- **What is being asked**
Read through the material below and copy each line in which the word "right" occurs.

- **Data provided**
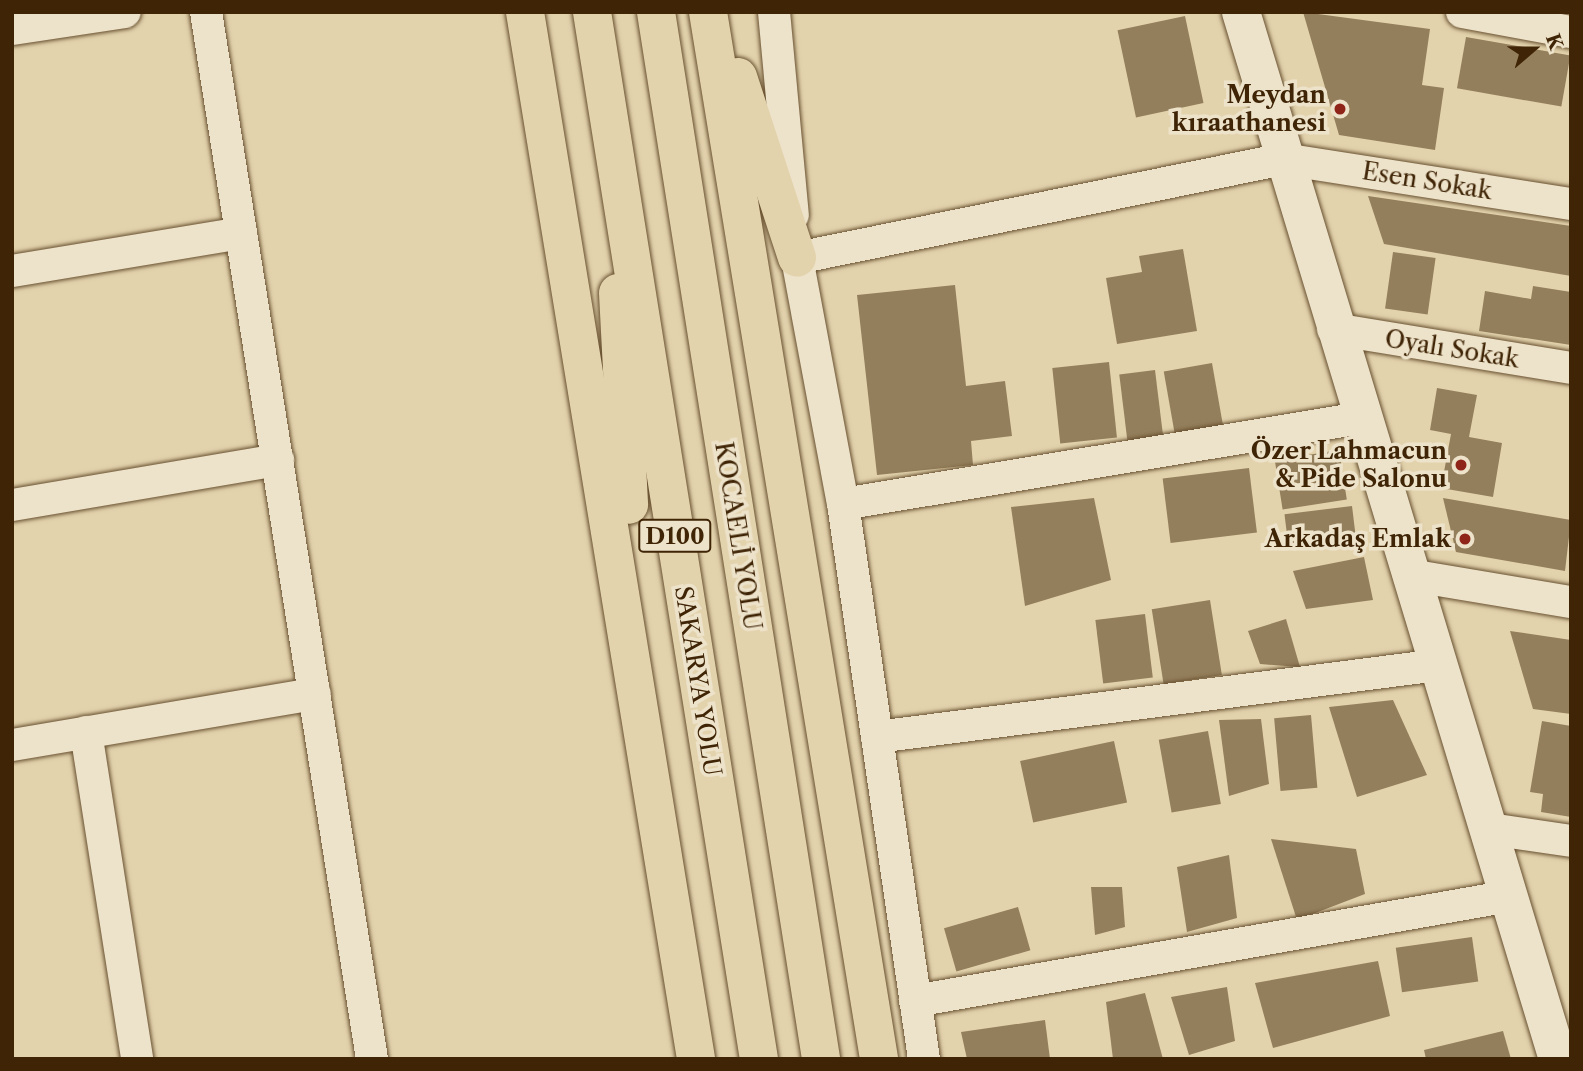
<!DOCTYPE html>
<html>
<head>
<meta charset="utf-8">
<style>
  body { margin:0 }
  #map { position:relative; width:1583px; height:1071px; overflow:hidden; background:#e3d3ad; font-family:"Libre Caslon Text",serif }
  div>[style] { position:absolute }
  .building>* { inset:0; background:#947f5c; transform-origin:0 0 }
  .roads { filter:drop-shadow(0 0 2px #68502f) drop-shadow(0 0 2px #68502f) }
  .minor>* { height:32px; margin:-16px; padding:0 16px; transform-origin:16px; border-radius:16px; background:#ede2ca }
  .secondary>* { height:38px; margin:-19px; padding:0 19px; transform-origin:19px; border-radius:19px; background:#ede2ca }
  .trunk>* { height:38px; margin:-19px; padding:0 19px; transform-origin:19px; border-radius:19px; background:#e3d3ad }
  .dots>* { width:19px; height:19px; translate:-50% -50%; box-sizing:border-box; border:4px solid #ede2ca; border-radius:50% }
  span { translate:-50% -50%; white-space:nowrap; text-align:center; line-height:1.15; -webkit-text-stroke:7px #ede2ca; paint-order:stroke }
  .shield-label span { padding:2px 5px; background:#ede2ca; border:2px solid; border-radius:5px; -webkit-text-stroke-width:0 }
  .shield-label { font-size:23px; color:#3f2405; font-weight:700 }
  .poi-label { font-size:24px; color:#3f2405; font-weight:700 }
  .right { translate:-100% -50%; text-align:right }
  .street-label { font-size:24px; color:#3f2405 }
  .frame { position:absolute; inset:0; border:14px solid #3f2405; pointer-events:none }
  .north { position:absolute; left:1499px; top:14px; width:70px; height:70px; -webkit-text-stroke:5px #ede2ca; paint-order:stroke; rotate:70deg; font-size:19px; font-weight:700; line-height:28px; text-align:center; color:#3f2405 }
  .north::after { content:''; display:block; margin:auto; width:24px; height:32px; background:#3f2405; clip-path:polygon(50% 0,100% 100%,50% 72%,0 100%) }
</style>
</head>
<body>
<div id="map">
  <div class="building">
    <div style="clip-path:polygon(1303px 12px,1430px 29px,1422px 85px,1444px 88px,1435px 150px,1339px 135px)"></div>
    <div style="left:1185px;top:16px;width:89px;height:69px;rotate:78deg"></div>
    <div style="left:1466px;top:37px;width:106px;height:52px;rotate:10deg"></div>
    <div style="clip-path:polygon(1368px 196px,1571px 226px,1571px 276px,1384px 244px)"></div>
    <div style="clip-path:polygon(1183px 249px,1197px 331px,1117px 344px,1106px 278px,1142px 272px,1139px 256px)"></div>
    <div style="left:1393px;top:252px;width:43px;height:57px;rotate:8deg"></div>
    <div style="clip-path:polygon(955px 285px,966px 386px,1005px 381px,1012px 436px,971px 441px,973px 465px,877px 475px,857px 295px)"></div>
    <div style="clip-path:polygon(1533px 286px,1571px 292px,1571px 345px,1479px 331px,1485px 291px,1531px 299px)"></div>
    <div style="left:1109px;top:362px;width:76px;height:57px;rotate:84deg"></div>
    <div style="left:1212px;top:363px;width:65px;height:49px;rotate:80deg"></div>
    <div style="left:1155px;top:370px;width:68px;height:36px;rotate:83deg"></div>
    <div style="clip-path:polygon(1437px 388px,1477px 395px,1469px 437px,1502px 443px,1493px 497px,1441px 488px,1451px 434px,1430px 430px)"></div>
    <div style="left:1339px;top:450px;width:50px;height:65px;rotate:81deg"></div>
    <div style="left:1249px;top:468px;width:65px;height:87px;rotate:83deg"></div>
    <div style="clip-path:polygon(1094px 498px,1111px 580px,1025px 606px,1011px 507px)"></div>
    <div style="clip-path:polygon(1443px 498px,1571px 520px,1565px 571px,1456px 552px)"></div>
    <div style="left:1352px;top:506px;width:31px;height:68px;rotate:83deg"></div>
    <div style="clip-path:polygon(1364px 557px,1373px 600px,1306px 609px,1293px 571px)"></div>
    <div style="left:1210px;top:600px;width:76px;height:59px;rotate:81deg"></div>
    <div style="left:1145px;top:614px;width:64px;height:50px;rotate:83deg"></div>
    <div style="clip-path:polygon(1286px 619px,1300px 667px,1260px 664px,1248px 631px)"></div>
    <div style="clip-path:polygon(1510px 631px,1571px 640px,1571px 714px,1533px 709px)"></div>
    <div style="clip-path:polygon(1393px 700px,1427px 775px,1357px 797px,1329px 707px)"></div>
    <div style="left:1311px;top:715px;width:73px;height:37px;rotate:85deg"></div>
    <div style="clip-path:polygon(1261px 719px,1269px 784px,1229px 796px,1219px 720px)"></div>
    <div style="clip-path:polygon(1542px 721px,1571px 726px,1571px 817px,1541px 812px,1543px 794px,1530px 792px)"></div>
    <div style="left:1208px;top:731px;width:74px;height:50px;rotate:80deg"></div>
    <div style="left:1114px;top:741px;width:63px;height:96px;rotate:78deg"></div>
    <div style="clip-path:polygon(1271px 839px,1356px 849px,1365px 894px,1297px 920px)"></div>
    <div style="clip-path:polygon(1229px 855px,1237px 918px,1187px 932px,1177px 867px)"></div>
    <div style="clip-path:polygon(1091px 887px,1122px 887px,1125px 927px,1095px 935px)"></div>
    <div style="left:1018px;top:907px;width:45px;height:77px;rotate:74deg"></div>
    <div style="left:1472px;top:937px;width:45px;height:77px;rotate:82deg"></div>
    <div style="clip-path:polygon(1378px 961px,1390px 1016px,1273px 1048px,1255px 983px)"></div>
    <div style="clip-path:polygon(1227px 987px,1235px 1041px,1189px 1055px,1171px 997px)"></div>
    <div style="clip-path:polygon(1145px 993px,1163px 1059px,1113px 1059px,1106px 1002px)"></div>
    <div style="clip-path:polygon(1045px 1020px,1050px 1059px,967px 1059px,961px 1032px)"></div>
    <div style="clip-path:polygon(1503px 1031px,1511px 1059px,1426px 1059px,1424px 1050px)"></div>
  </div>
  <div class="roads">
    <div class="minor">
      <div style="left:206px;top:12px;width:1060px;rotate:80.99deg"></div>
      <div style="left:774px;top:12px;width:204px;rotate:84.7deg"></div>
      <div style="left:1462px;top:12px;width:111px;rotate:10.4deg"></div>
      <div style="left:12px;top:29px;width:114px;rotate:-8.6deg"></div>
      <div style="left:12px;top:271px;width:232px;rotate:-9.4deg"></div>
      <div style="left:1333px;top:329px;width:241px;rotate:9.3deg"></div>
      <div style="left:843px;top:504px;width:525px;rotate:-9.43deg"></div>
      <div style="left:12px;top:505px;width:270px;rotate:-9.6deg"></div>
      <div style="left:1409px;top:575px;width:164px;rotate:9.5deg"></div>
      <div style="left:86px;top:732px;width:331px;rotate:81.1deg"></div>
      <div style="left:877px;top:737px;width:566px;rotate:-7.31deg"></div>
      <div style="left:12px;top:745px;width:307px;rotate:-9.6deg"></div>
      <div style="left:1489px;top:829px;width:83px;rotate:8.3deg"></div>
      <div style="left:915px;top:1001px;width:604px;rotate:-10.01deg"></div>
      <div style="left:924px;top:1059px;width:561px;rotate:-98.3deg"></div>
      <div style="left:843px;top:504px;width:250px;rotate:-100.6deg"></div>
      <div style="left:797px;top:258px;width:496px;rotate:-11.5deg"></div>
      <div style="left:1283px;top:159px;width:291px;rotate:8.9deg"></div>
    </div>
    <div class="secondary">
      <div style="left:1241px;top:12px;width:1094px;rotate:73.16deg"></div>
    </div>
    <div class="trunk">
      <div style="left:525px;top:12px;width:1061px;rotate:80.72deg"></div>
      <div style="left:592px;top:12px;width:1060px;rotate:80.94deg"></div>
      <div style="left:656px;top:12px;width:1060px;rotate:81.04deg"></div>
      <div style="left:708px;top:12px;width:1061px;rotate:80.72deg"></div>
      <div style="left:738px;top:77px;width:190px;rotate:71.9deg"></div>
      <div style="left:618px;top:293px;width:212px;rotate:87deg"></div>
    </div>
  </div>
  <div class="dots">
    <div style="left:1340px;top:109px;background:#8f2418"></div>
    <div style="left:1461px;top:465px;background:#8f2418"></div>
    <div style="left:1465px;top:539px;background:#8f2418"></div>
  </div>
  <div class="shield-label">
    <span style="left:675px;top:536px">D100</span>
  </div>
  <div class="poi-label">
    <span class="right" style="left:1326px;top:109px">Meydan<br>kıraathanesi</span>
    <span class="right" style="left:1447px;top:465px">Özer Lahmacun<br>&amp; Pide Salonu</span>
    <span class="right" style="left:1451px;top:539px">Arkadaş Emlak</span>
  </div>
  <div class="street-label">
    <span style="left:1427px;top:181px;rotate:9deg">Esen Sokak</span>
    <span style="left:1452px;top:349px;rotate:9deg">Oyalı Sokak</span>
    <span style="left:738px;top:536px;rotate:81deg">KOCAELİ YOLU</span>
    <span style="left:698px;top:681px;rotate:81deg">SAKARYA YOLU</span>
  </div>
  <div class="frame"></div>
  <div class="north">K</div>
</div>
</body>
</html>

- **Exercise response**
  .right { translate:-100% -50%; text-align:right }
    <span class="right" style="left:1326px;top:109px">Meydan<br>kıraathanesi</span>
    <span class="right" style="left:1447px;top:465px">Özer Lahmacun<br>&amp; Pide Salonu</span>
    <span class="right" style="left:1451px;top:539px">Arkadaş Emlak</span>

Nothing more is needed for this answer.